### EXERCISE AIM:
Set down a true copy of the data, with all pictures left out.

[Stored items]
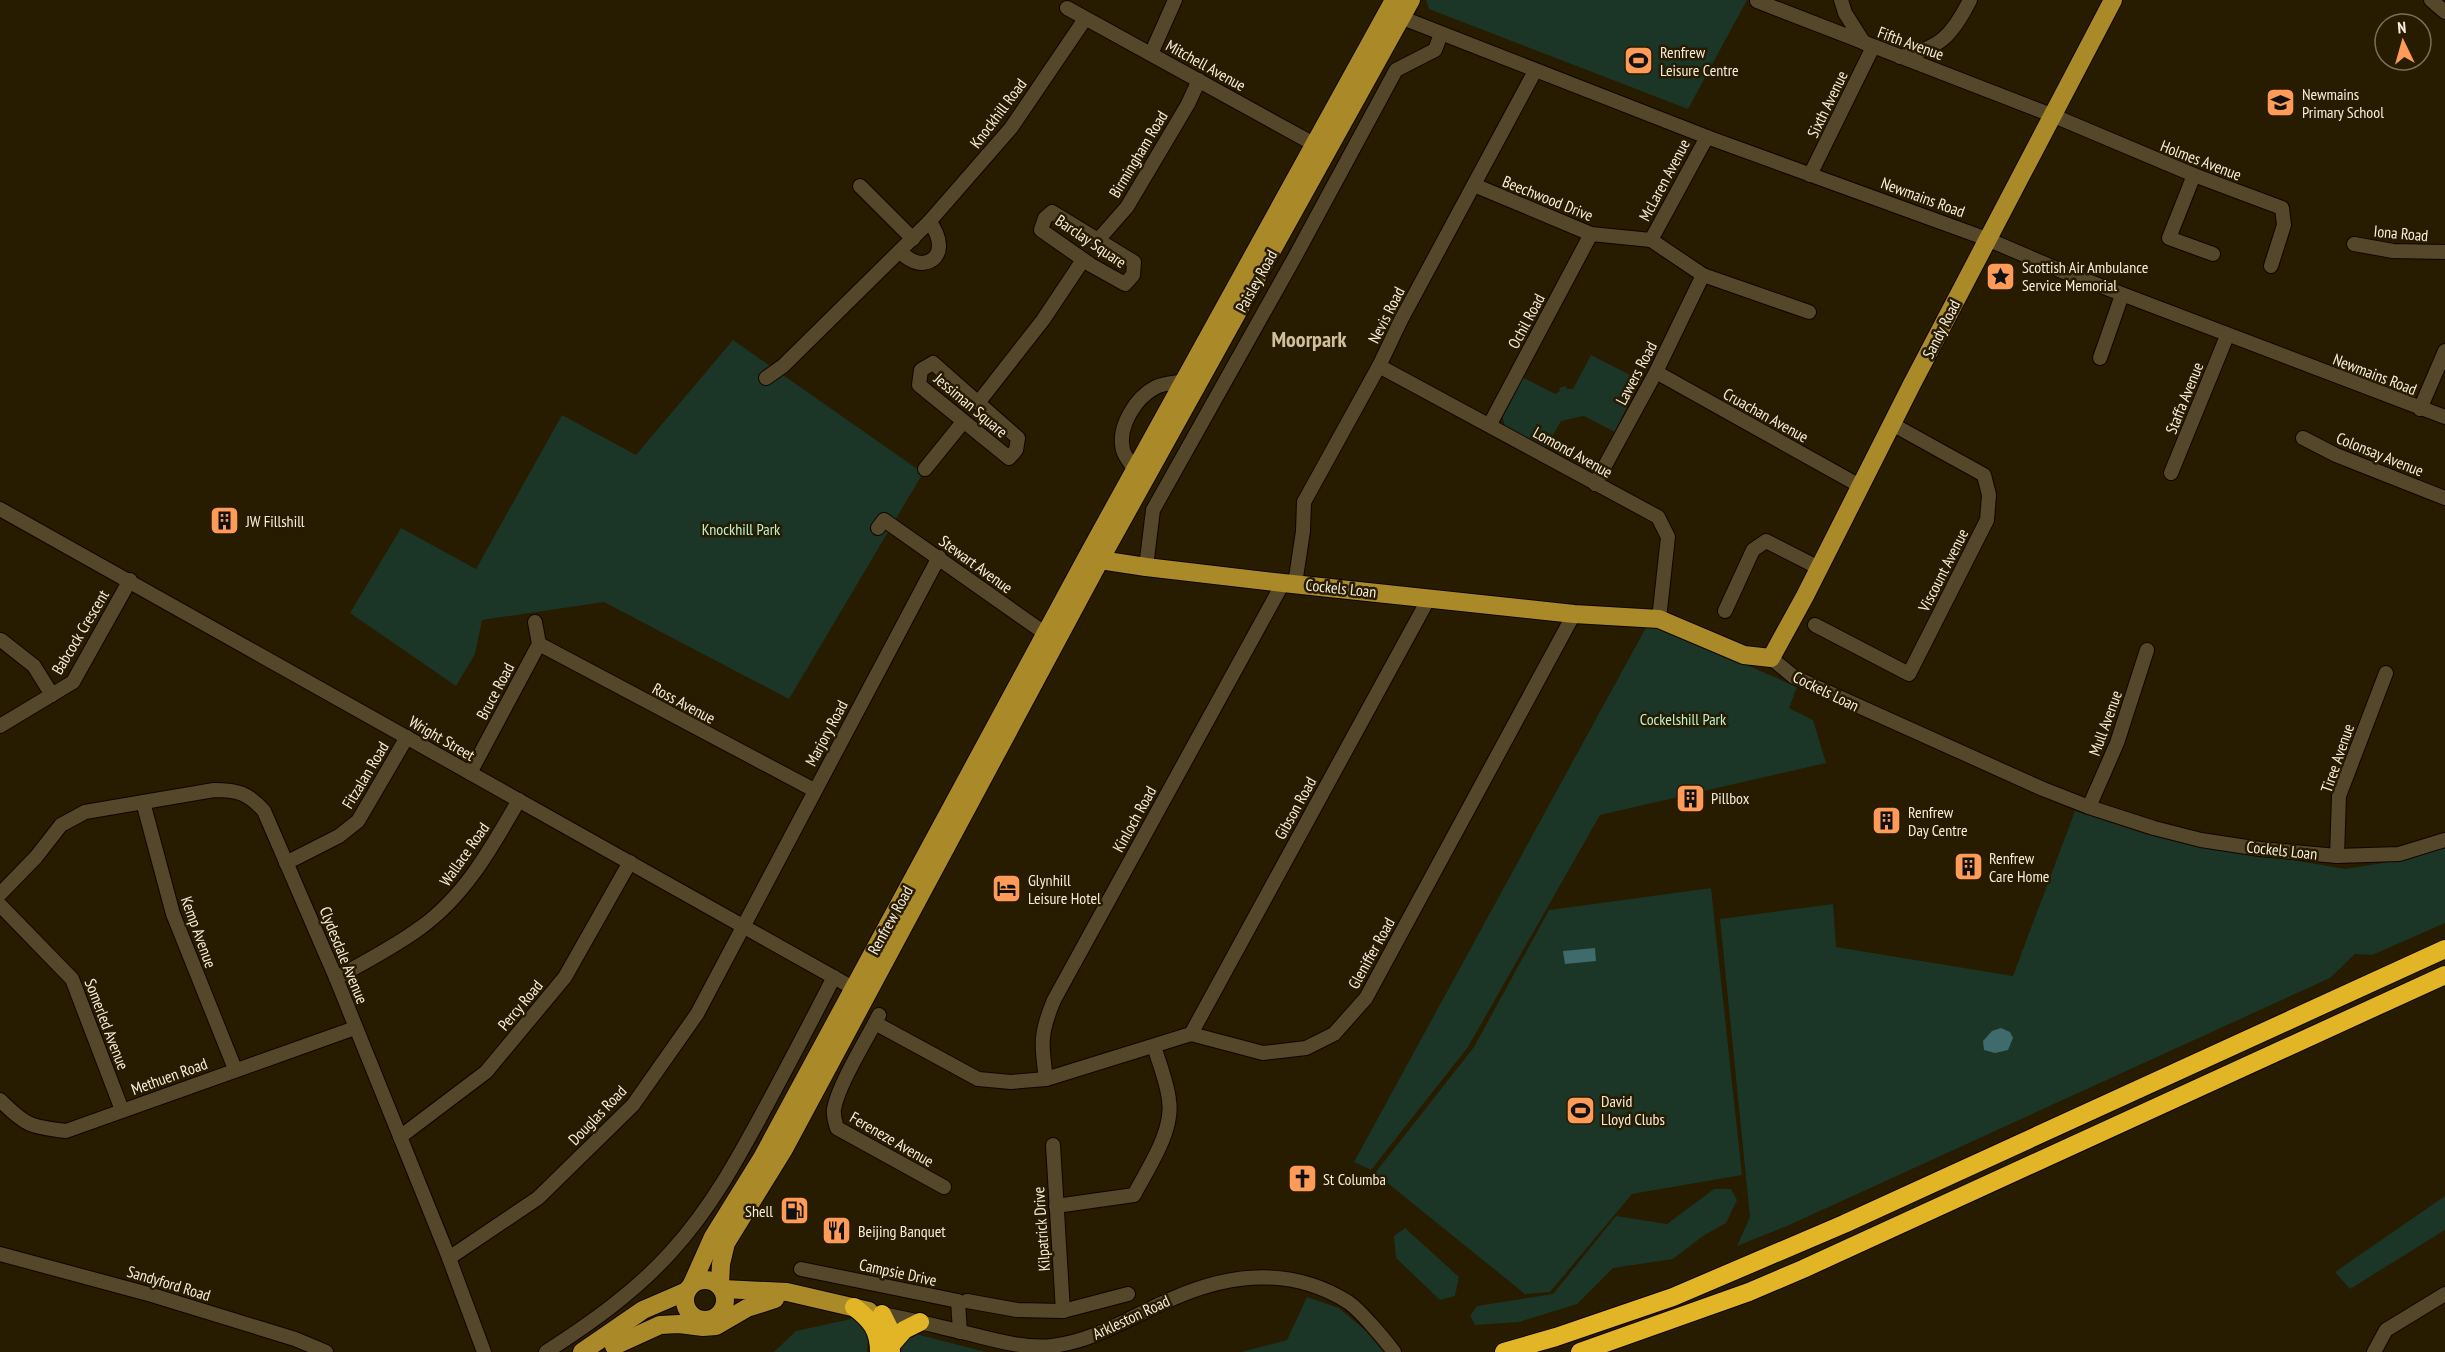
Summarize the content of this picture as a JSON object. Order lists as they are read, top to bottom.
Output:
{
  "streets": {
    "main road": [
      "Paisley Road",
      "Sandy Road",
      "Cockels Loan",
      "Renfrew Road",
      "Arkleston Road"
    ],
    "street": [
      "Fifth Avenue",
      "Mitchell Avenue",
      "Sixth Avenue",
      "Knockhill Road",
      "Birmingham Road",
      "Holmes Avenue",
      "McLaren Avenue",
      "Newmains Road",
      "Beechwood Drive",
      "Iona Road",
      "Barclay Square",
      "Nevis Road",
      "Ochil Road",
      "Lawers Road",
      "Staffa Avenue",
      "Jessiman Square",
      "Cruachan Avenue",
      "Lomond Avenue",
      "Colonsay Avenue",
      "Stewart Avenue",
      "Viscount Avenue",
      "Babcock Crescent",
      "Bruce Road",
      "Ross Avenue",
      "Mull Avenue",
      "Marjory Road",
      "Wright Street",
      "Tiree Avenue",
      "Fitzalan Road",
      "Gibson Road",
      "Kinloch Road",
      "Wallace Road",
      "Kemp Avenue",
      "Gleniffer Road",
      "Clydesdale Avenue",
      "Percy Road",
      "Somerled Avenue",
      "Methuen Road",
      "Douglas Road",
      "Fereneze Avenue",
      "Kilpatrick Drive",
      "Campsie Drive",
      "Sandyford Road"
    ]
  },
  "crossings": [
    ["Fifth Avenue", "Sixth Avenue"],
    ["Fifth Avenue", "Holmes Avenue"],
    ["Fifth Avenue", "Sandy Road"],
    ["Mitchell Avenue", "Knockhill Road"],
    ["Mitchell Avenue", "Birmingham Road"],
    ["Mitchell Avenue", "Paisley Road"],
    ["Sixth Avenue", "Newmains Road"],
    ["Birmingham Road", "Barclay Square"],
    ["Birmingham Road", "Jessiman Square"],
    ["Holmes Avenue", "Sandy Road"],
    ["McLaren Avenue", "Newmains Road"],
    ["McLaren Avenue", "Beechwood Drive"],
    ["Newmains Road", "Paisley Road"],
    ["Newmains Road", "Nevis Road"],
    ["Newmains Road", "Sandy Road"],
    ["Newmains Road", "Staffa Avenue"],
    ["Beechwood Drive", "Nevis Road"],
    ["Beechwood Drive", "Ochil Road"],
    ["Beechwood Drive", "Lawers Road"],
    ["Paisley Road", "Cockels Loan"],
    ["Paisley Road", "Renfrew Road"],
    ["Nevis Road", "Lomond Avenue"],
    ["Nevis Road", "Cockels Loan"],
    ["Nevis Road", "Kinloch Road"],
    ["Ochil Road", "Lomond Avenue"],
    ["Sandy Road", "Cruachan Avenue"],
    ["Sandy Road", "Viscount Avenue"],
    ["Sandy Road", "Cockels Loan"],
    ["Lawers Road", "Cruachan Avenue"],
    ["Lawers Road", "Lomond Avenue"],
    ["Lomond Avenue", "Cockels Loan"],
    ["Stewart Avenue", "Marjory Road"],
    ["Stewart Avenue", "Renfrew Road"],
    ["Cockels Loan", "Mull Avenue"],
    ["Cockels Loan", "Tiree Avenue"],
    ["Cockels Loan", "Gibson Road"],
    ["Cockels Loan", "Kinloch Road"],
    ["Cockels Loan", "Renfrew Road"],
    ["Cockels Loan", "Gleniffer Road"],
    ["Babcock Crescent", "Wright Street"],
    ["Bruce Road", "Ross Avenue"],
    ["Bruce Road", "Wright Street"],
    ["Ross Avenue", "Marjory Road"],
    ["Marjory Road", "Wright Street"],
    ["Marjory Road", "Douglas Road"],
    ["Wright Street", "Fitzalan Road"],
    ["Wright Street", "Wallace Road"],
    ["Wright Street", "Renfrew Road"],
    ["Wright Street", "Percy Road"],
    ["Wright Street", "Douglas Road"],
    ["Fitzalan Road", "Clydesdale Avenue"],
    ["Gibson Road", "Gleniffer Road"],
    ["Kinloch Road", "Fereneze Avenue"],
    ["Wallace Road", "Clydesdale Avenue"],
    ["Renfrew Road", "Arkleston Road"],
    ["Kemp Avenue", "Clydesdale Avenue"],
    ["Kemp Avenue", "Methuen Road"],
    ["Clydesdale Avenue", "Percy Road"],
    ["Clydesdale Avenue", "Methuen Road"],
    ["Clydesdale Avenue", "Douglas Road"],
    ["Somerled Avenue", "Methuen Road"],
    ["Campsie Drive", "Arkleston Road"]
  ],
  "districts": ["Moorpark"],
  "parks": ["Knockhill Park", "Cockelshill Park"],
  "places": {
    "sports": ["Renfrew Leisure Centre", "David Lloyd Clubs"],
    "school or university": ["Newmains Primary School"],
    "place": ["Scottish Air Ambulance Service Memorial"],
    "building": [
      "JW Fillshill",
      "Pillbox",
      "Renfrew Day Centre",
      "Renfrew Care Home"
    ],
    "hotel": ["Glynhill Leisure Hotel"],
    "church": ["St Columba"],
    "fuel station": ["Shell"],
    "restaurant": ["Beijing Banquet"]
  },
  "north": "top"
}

### WORKED SOLUTION:
Summarize the content of this picture as a JSON object. Order lists as they are read, top to bottom.
Output:
{
  "streets": {
    "main road": [
      "Paisley Road",
      "Sandy Road",
      "Cockels Loan",
      "Renfrew Road",
      "Arkleston Road"
    ],
    "street": [
      "Fifth Avenue",
      "Mitchell Avenue",
      "Sixth Avenue",
      "Knockhill Road",
      "Birmingham Road",
      "Holmes Avenue",
      "McLaren Avenue",
      "Newmains Road",
      "Beechwood Drive",
      "Iona Road",
      "Barclay Square",
      "Nevis Road",
      "Ochil Road",
      "Lawers Road",
      "Staffa Avenue",
      "Jessiman Square",
      "Cruachan Avenue",
      "Lomond Avenue",
      "Colonsay Avenue",
      "Stewart Avenue",
      "Viscount Avenue",
      "Babcock Crescent",
      "Bruce Road",
      "Ross Avenue",
      "Mull Avenue",
      "Marjory Road",
      "Wright Street",
      "Tiree Avenue",
      "Fitzalan Road",
      "Gibson Road",
      "Kinloch Road",
      "Wallace Road",
      "Kemp Avenue",
      "Gleniffer Road",
      "Clydesdale Avenue",
      "Percy Road",
      "Somerled Avenue",
      "Methuen Road",
      "Douglas Road",
      "Fereneze Avenue",
      "Kilpatrick Drive",
      "Campsie Drive",
      "Sandyford Road"
    ]
  },
  "crossings": [
    ["Fifth Avenue", "Sixth Avenue"],
    ["Fifth Avenue", "Holmes Avenue"],
    ["Fifth Avenue", "Sandy Road"],
    ["Mitchell Avenue", "Knockhill Road"],
    ["Mitchell Avenue", "Birmingham Road"],
    ["Mitchell Avenue", "Paisley Road"],
    ["Sixth Avenue", "Newmains Road"],
    ["Birmingham Road", "Barclay Square"],
    ["Birmingham Road", "Jessiman Square"],
    ["Holmes Avenue", "Sandy Road"],
    ["McLaren Avenue", "Newmains Road"],
    ["McLaren Avenue", "Beechwood Drive"],
    ["Newmains Road", "Paisley Road"],
    ["Newmains Road", "Nevis Road"],
    ["Newmains Road", "Sandy Road"],
    ["Newmains Road", "Staffa Avenue"],
    ["Beechwood Drive", "Nevis Road"],
    ["Beechwood Drive", "Ochil Road"],
    ["Beechwood Drive", "Lawers Road"],
    ["Paisley Road", "Cockels Loan"],
    ["Paisley Road", "Renfrew Road"],
    ["Nevis Road", "Lomond Avenue"],
    ["Nevis Road", "Cockels Loan"],
    ["Nevis Road", "Kinloch Road"],
    ["Ochil Road", "Lomond Avenue"],
    ["Sandy Road", "Cruachan Avenue"],
    ["Sandy Road", "Viscount Avenue"],
    ["Sandy Road", "Cockels Loan"],
    ["Lawers Road", "Cruachan Avenue"],
    ["Lawers Road", "Lomond Avenue"],
    ["Lomond Avenue", "Cockels Loan"],
    ["Stewart Avenue", "Marjory Road"],
    ["Stewart Avenue", "Renfrew Road"],
    ["Cockels Loan", "Mull Avenue"],
    ["Cockels Loan", "Tiree Avenue"],
    ["Cockels Loan", "Gibson Road"],
    ["Cockels Loan", "Kinloch Road"],
    ["Cockels Loan", "Renfrew Road"],
    ["Cockels Loan", "Gleniffer Road"],
    ["Babcock Crescent", "Wright Street"],
    ["Bruce Road", "Ross Avenue"],
    ["Bruce Road", "Wright Street"],
    ["Ross Avenue", "Marjory Road"],
    ["Marjory Road", "Wright Street"],
    ["Marjory Road", "Douglas Road"],
    ["Wright Street", "Fitzalan Road"],
    ["Wright Street", "Wallace Road"],
    ["Wright Street", "Renfrew Road"],
    ["Wright Street", "Percy Road"],
    ["Wright Street", "Douglas Road"],
    ["Fitzalan Road", "Clydesdale Avenue"],
    ["Gibson Road", "Gleniffer Road"],
    ["Kinloch Road", "Fereneze Avenue"],
    ["Wallace Road", "Clydesdale Avenue"],
    ["Renfrew Road", "Arkleston Road"],
    ["Kemp Avenue", "Clydesdale Avenue"],
    ["Kemp Avenue", "Methuen Road"],
    ["Clydesdale Avenue", "Percy Road"],
    ["Clydesdale Avenue", "Methuen Road"],
    ["Clydesdale Avenue", "Douglas Road"],
    ["Somerled Avenue", "Methuen Road"],
    ["Campsie Drive", "Arkleston Road"]
  ],
  "districts": ["Moorpark"],
  "parks": ["Knockhill Park", "Cockelshill Park"],
  "places": {
    "sports": ["Renfrew Leisure Centre", "David Lloyd Clubs"],
    "school or university": ["Newmains Primary School"],
    "place": ["Scottish Air Ambulance Service Memorial"],
    "building": [
      "JW Fillshill",
      "Pillbox",
      "Renfrew Day Centre",
      "Renfrew Care Home"
    ],
    "hotel": ["Glynhill Leisure Hotel"],
    "church": ["St Columba"],
    "fuel station": ["Shell"],
    "restaurant": ["Beijing Banquet"]
  },
  "north": "top"
}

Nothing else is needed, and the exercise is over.